• [Recorded data]

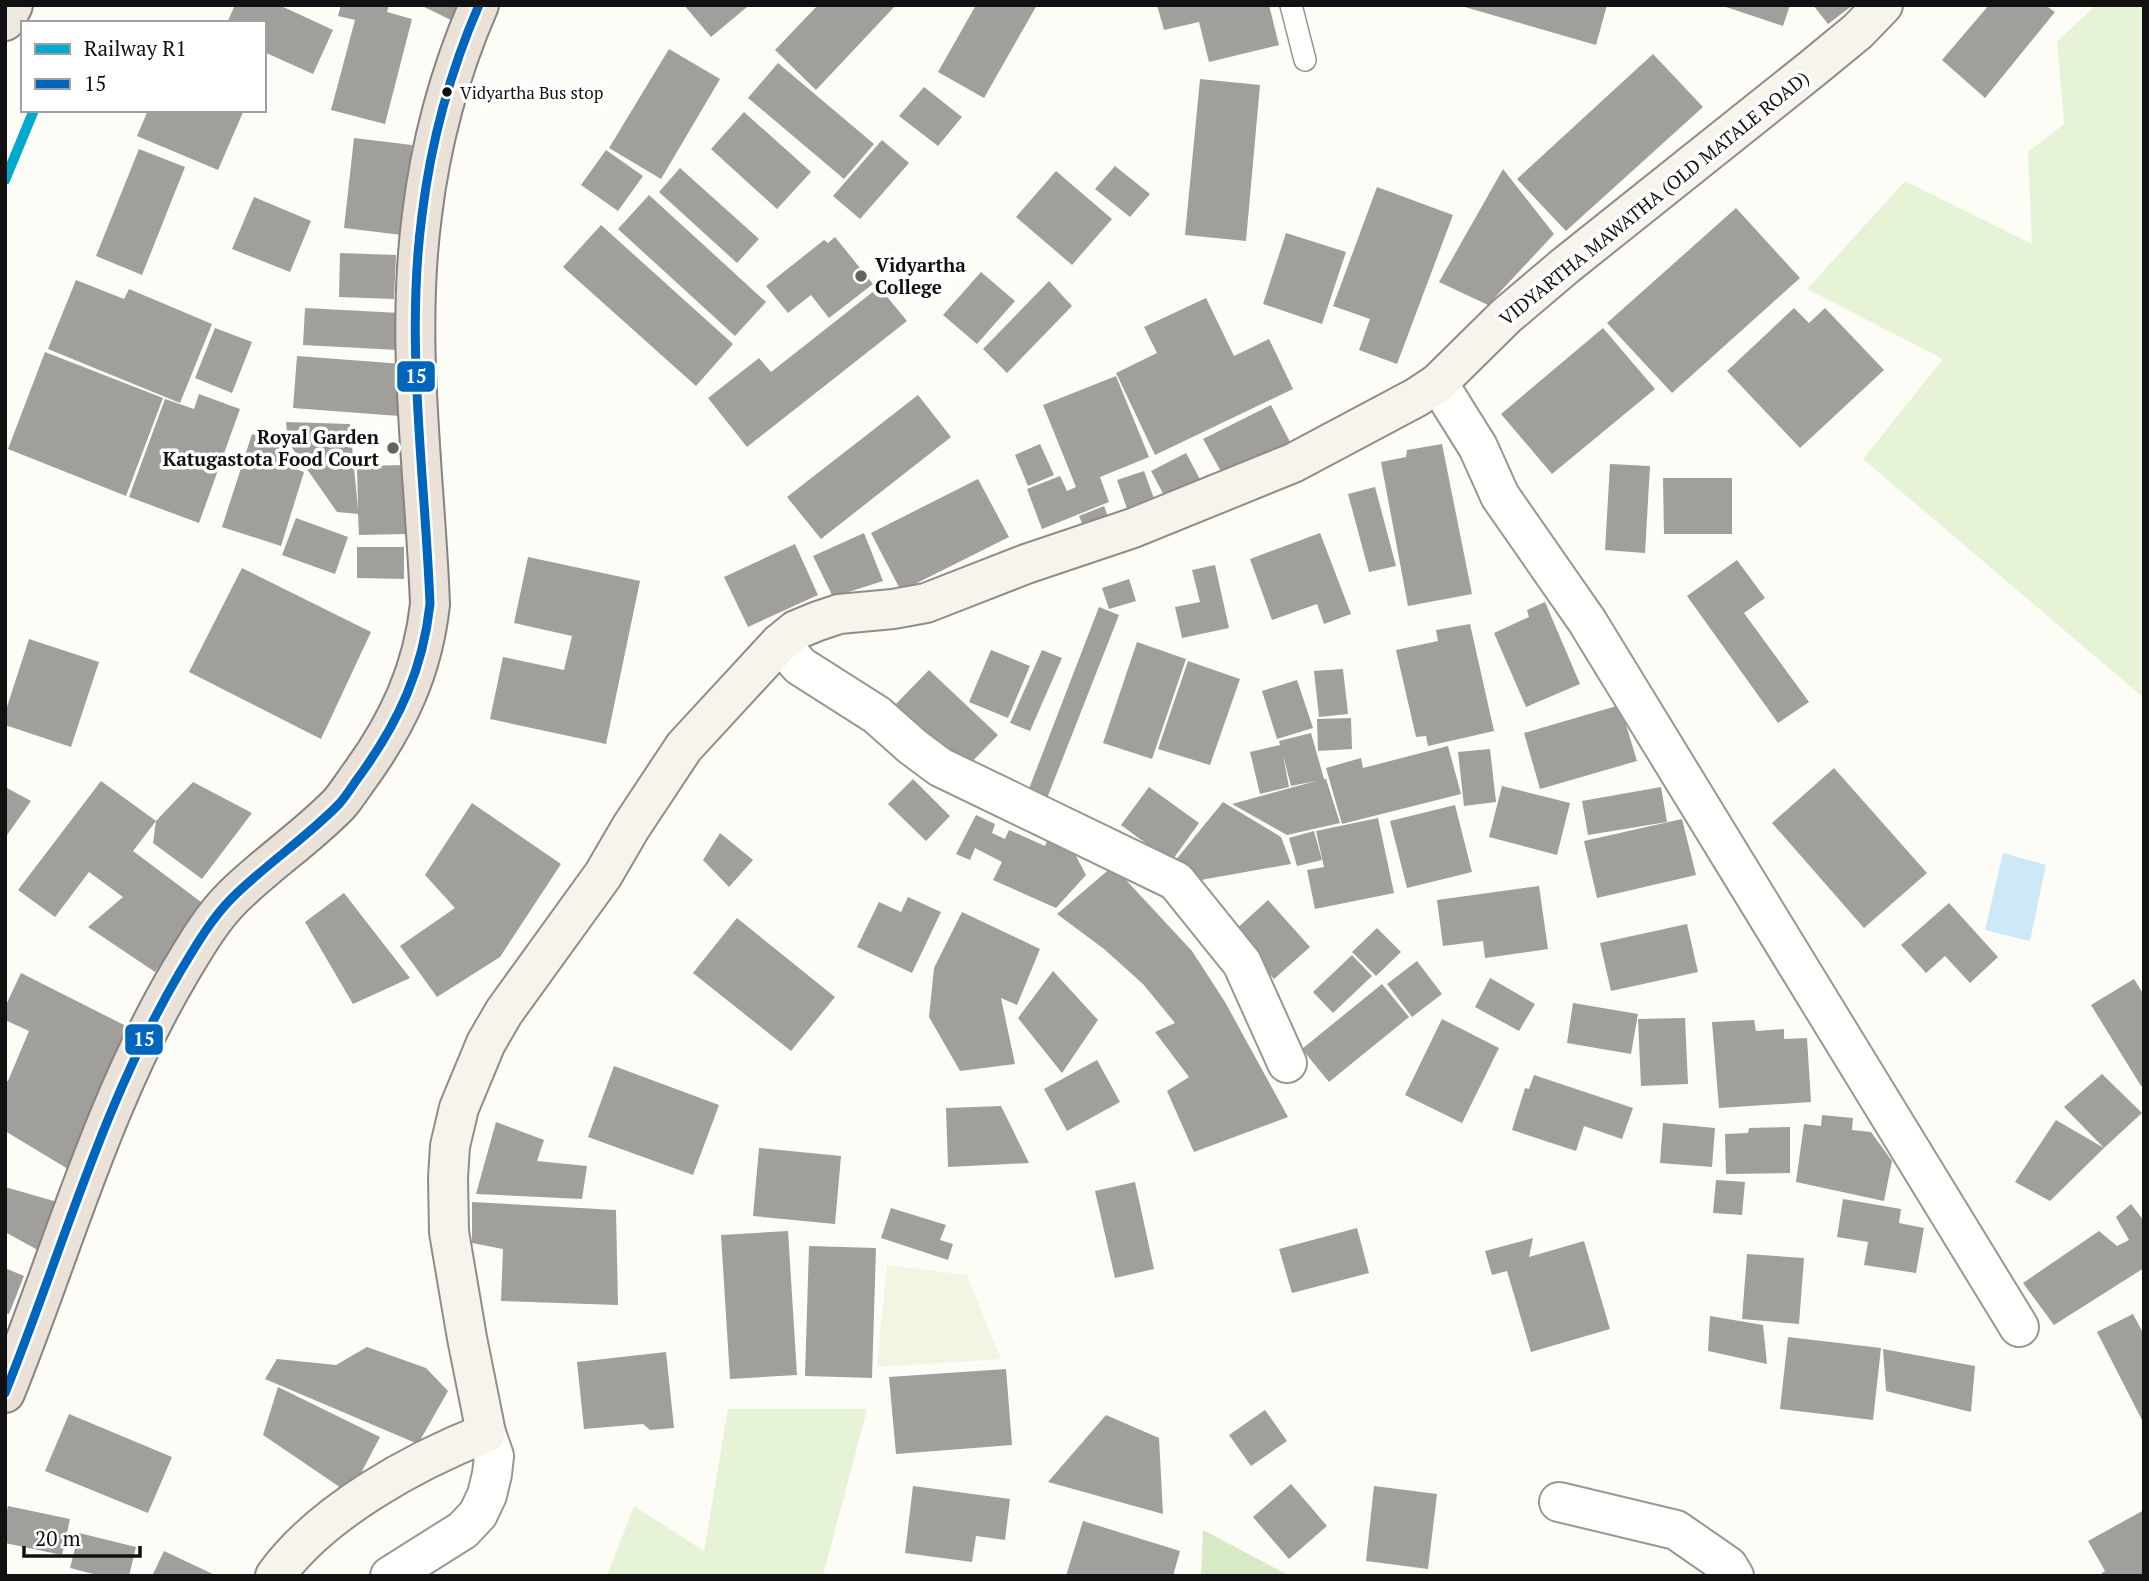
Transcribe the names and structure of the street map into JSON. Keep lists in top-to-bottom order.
{
  "streets": {
    "street": ["VIDYARTHA MAWATHA (OLD MATALE ROAD)"]
  },
  "places": ["Vidyartha Bus stop", "Vidyartha College", "Royal Garden Katugastota Food Court"],
  "lines": ["transit line 15", "rail line R1"],
  "legend": ["Railway R1", "15"],
  "scale_bar": "20 m"
}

• [Work to complete]
Transcribe each entry exactly, pictures excluded.

• [Solution to this task]
Transcribe the names and structure of the street map into JSON. Keep lists in top-to-bottom order.
{
  "streets": {
    "street": ["VIDYARTHA MAWATHA (OLD MATALE ROAD)"]
  },
  "places": ["Vidyartha Bus stop", "Vidyartha College", "Royal Garden Katugastota Food Court"],
  "lines": ["transit line 15", "rail line R1"],
  "legend": ["Railway R1", "15"],
  "scale_bar": "20 m"
}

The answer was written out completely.